(Source data):
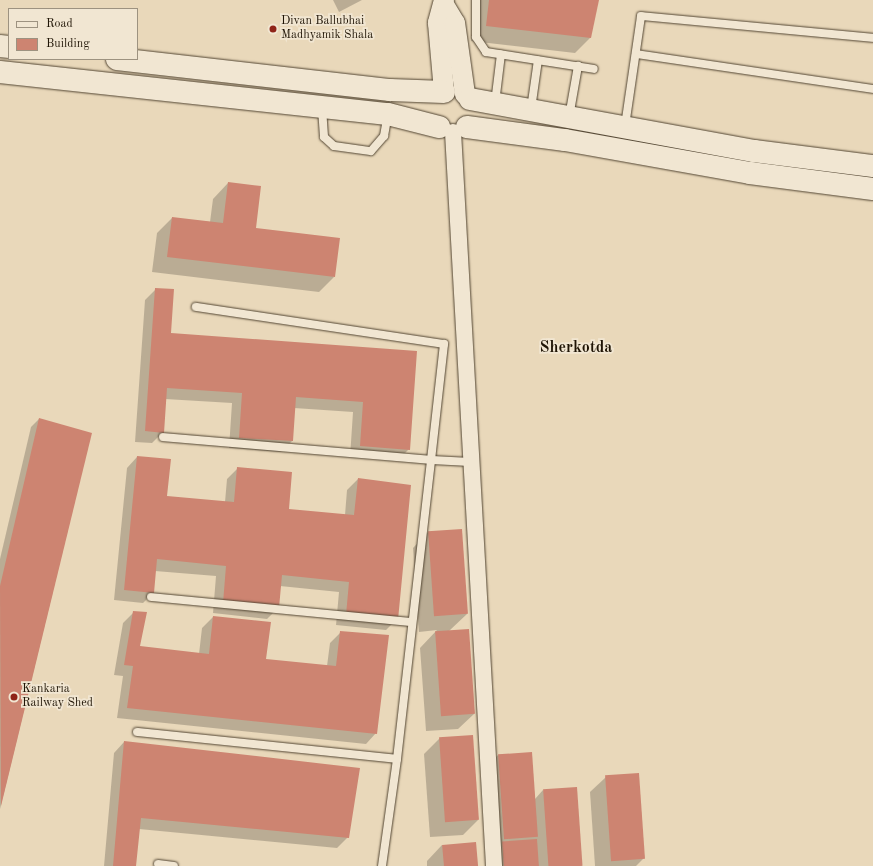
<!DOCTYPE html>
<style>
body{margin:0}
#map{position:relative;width:873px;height:866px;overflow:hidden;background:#e9d8ba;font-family:"Old Standard TT",serif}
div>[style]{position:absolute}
.shadow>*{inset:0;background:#0003}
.building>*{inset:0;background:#cd8471;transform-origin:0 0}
.roads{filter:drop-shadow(0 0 1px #524532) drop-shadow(0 0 1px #524532)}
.service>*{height:8px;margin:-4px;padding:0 4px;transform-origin:4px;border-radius:4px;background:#f1e6d2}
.minor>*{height:16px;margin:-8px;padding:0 8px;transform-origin:8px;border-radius:8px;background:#f1e6d2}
.tertiary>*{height:20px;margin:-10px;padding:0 10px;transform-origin:10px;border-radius:10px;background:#f1e6d2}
.secondary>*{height:22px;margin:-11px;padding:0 11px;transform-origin:11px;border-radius:11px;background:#f1e6d2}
.dots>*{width:11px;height:11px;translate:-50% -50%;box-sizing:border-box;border:2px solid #f1e6d2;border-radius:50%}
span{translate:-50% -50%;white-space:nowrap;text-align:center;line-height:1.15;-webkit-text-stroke:3.5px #f1e6d2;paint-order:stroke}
.poi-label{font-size:12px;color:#1f1405}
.left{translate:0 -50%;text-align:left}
.district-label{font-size:16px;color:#1f1405;font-weight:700}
.legend{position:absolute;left:8px;top:8px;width:130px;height:52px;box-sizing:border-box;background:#f1e6d2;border:1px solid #9d9280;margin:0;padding:5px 7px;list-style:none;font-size:12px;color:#1f1405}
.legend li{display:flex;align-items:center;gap:8px;height:20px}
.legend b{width:20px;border:1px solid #9d9280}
</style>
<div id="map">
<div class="shadow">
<div style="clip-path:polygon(333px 0,362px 0,339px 12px)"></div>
<div style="clip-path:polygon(476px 0,598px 0,590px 38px,575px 53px,471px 41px)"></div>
<div style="clip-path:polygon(228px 183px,255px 229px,334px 277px,319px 292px,152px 272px,157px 233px,172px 218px,210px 222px,213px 199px)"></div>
<div style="clip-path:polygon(156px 289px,170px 334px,416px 352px,409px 449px,398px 460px,350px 457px,353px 412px,294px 408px,292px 441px,281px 452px,229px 448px,232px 403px,165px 399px,163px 432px,152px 443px,135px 442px,145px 300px)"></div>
<div style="clip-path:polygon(39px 419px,91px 434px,0 809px,0 559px,31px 427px)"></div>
<div style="clip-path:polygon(137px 457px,166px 497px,225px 502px,227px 479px,238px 468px,287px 510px,345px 515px,347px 490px,358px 479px,397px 619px,386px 630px,336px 625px,339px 592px,280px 586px,278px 608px,267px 619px,213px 613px,216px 576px,155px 571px,153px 593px,143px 603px,114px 600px,127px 468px)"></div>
<div style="clip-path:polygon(428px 532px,467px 614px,449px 631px,474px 714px,458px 729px,426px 731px,420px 648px,437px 630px,419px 632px,413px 548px)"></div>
<div style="clip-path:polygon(134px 612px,139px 647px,199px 654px,202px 628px,213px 617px,265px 660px,327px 666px,330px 643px,341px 632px,376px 733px,366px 744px,117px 718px,123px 676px,114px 675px,123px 623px)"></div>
<div style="clip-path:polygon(440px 738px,478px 820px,463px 835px,430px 837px,424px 754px)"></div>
<div style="clip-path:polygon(124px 742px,348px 837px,337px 848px,139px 829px,135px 866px,104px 866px,114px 753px)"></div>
<div style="clip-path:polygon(498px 755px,535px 799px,543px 790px,582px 866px,488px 866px,483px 770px)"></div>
<div style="clip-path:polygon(606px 777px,644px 858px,636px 866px,595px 866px,590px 792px)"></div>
<div style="clip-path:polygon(442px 845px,477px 866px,427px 866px,427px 861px)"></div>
</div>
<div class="building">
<div style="clip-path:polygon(489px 0,599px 0,591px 38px,486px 26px)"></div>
<div style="clip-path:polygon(228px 182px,261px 186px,256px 228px,340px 238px,335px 277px,167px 257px,172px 217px,223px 223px)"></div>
<div style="clip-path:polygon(155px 288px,174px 289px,171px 333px,417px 351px,410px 450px,360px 446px,363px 402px,296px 397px,293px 441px,239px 438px,242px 393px,167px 388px,164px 433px,145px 431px)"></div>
<div style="clip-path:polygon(39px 418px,92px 433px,1px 806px,0 586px)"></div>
<div style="clip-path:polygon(137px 456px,171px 459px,167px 496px,234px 502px,237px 467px,292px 472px,289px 509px,354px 515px,358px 478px,411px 485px,398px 620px,346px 615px,349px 582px,282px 575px,279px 608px,223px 603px,226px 566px,157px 559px,154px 593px,124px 590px)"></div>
<div style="left:462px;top:529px;width:85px;height:34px;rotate:86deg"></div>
<div style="clip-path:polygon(133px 611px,147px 612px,140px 646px,209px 654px,213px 616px,271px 622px,266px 659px,336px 666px,340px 631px,389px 635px,377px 734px,127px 708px,133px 666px,124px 665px)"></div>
<div style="left:469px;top:629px;width:85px;height:34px;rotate:86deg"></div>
<div style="left:473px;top:735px;width:85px;height:34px;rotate:86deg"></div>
<div style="clip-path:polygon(124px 741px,360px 768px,349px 838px,141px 818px,136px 866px,113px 866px)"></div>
<div style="left:532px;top:752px;width:85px;height:34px;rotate:86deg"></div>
<div style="left:639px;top:773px;width:86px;height:34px;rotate:86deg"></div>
<div style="left:577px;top:787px;width:79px;height:34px;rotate:86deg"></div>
<div style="left:537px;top:839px;width:27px;height:35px;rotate:86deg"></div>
<div style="left:476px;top:842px;width:24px;height:34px;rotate:85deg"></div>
</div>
<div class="roads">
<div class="service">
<div style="left:476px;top:0;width:37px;rotate:90deg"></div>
<div style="left:476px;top:37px;width:18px;rotate:56deg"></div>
<div style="left:486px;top:52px;width:109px;rotate:8.9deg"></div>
<div style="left:636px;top:54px;width:240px;rotate:8.4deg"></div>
<div style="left:495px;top:103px;width:49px;rotate:-83deg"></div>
<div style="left:322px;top:108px;width:29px;rotate:86deg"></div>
<div style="left:324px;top:137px;width:13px;rotate:42deg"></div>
<div style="left:334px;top:146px;width:37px;rotate:8deg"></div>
<div style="left:371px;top:151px;width:20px;rotate:-49deg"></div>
<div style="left:384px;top:136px;width:22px;rotate:-80deg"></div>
<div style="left:531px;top:109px;width:49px;rotate:-81.9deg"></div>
<div style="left:569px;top:117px;width:52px;rotate:-80deg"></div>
<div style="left:625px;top:126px;width:111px;rotate:-81.7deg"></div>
<div style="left:641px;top:16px;width:233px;rotate:5.4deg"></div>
<div style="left:163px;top:437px;width:269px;rotate:4.9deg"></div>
<div style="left:431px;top:460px;width:117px;rotate:-83.6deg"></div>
<div style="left:444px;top:344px;width:251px;rotate:-171.5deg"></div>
<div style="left:151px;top:597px;width:262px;rotate:5.5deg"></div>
<div style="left:137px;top:732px;width:261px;rotate:5.9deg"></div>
<div style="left:158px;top:864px;width:16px;rotate:7deg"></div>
<div style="left:382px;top:866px;width:108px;rotate:-82deg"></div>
<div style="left:397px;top:759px;width:301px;rotate:-83.5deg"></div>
<div style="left:431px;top:460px;width:40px;rotate:2.9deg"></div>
</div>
<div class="minor">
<div style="left:453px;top:132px;width:735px;rotate:86.8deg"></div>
</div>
<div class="tertiary">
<div style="left:444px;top:0;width:24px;rotate:105deg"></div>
<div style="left:438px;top:23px;width:69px;rotate:85deg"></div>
<div style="left:444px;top:5px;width:21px;rotate:59deg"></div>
<div style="left:455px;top:23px;width:72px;rotate:82deg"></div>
</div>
<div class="secondary">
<div style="left:0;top:46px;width:9px;rotate:6deg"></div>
<div style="left:117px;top:59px;width:275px;rotate:6.5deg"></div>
<div style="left:390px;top:90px;width:54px;rotate:2.1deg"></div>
<div style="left:0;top:72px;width:390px;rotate:6.2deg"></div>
<div style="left:388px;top:114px;width:53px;rotate:14.3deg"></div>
<div style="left:470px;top:99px;width:289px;rotate:10.4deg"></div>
<div style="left:754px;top:151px;width:120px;rotate:7.2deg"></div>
<div style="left:467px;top:127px;width:99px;rotate:7.6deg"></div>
<div style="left:565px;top:140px;width:188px;rotate:10.1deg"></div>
<div style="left:750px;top:173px;width:124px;rotate:7.4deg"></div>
</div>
</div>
<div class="dots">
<div style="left:273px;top:29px;background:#8f2418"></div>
<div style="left:14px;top:697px;background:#8f2418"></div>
</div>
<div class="poi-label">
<span class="left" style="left:281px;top:29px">Divan Ballubhai<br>Madhyamik Shala</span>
<span class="left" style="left:22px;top:697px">Kankaria<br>Railway Shed</span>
</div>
<div class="district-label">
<span style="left:576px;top:348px">Sherkotda</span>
</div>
<ul class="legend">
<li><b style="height:5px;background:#f1e6d2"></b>Road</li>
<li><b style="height:11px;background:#cd8471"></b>Building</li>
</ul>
</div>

(Your instructions):
Each line in the listing above that includes the word "service" needs to be copied out.

(Task solution):
.service>*{height:8px;margin:-4px;padding:0 4px;transform-origin:4px;border-radius:4px;background:#f1e6d2}
<div class="service">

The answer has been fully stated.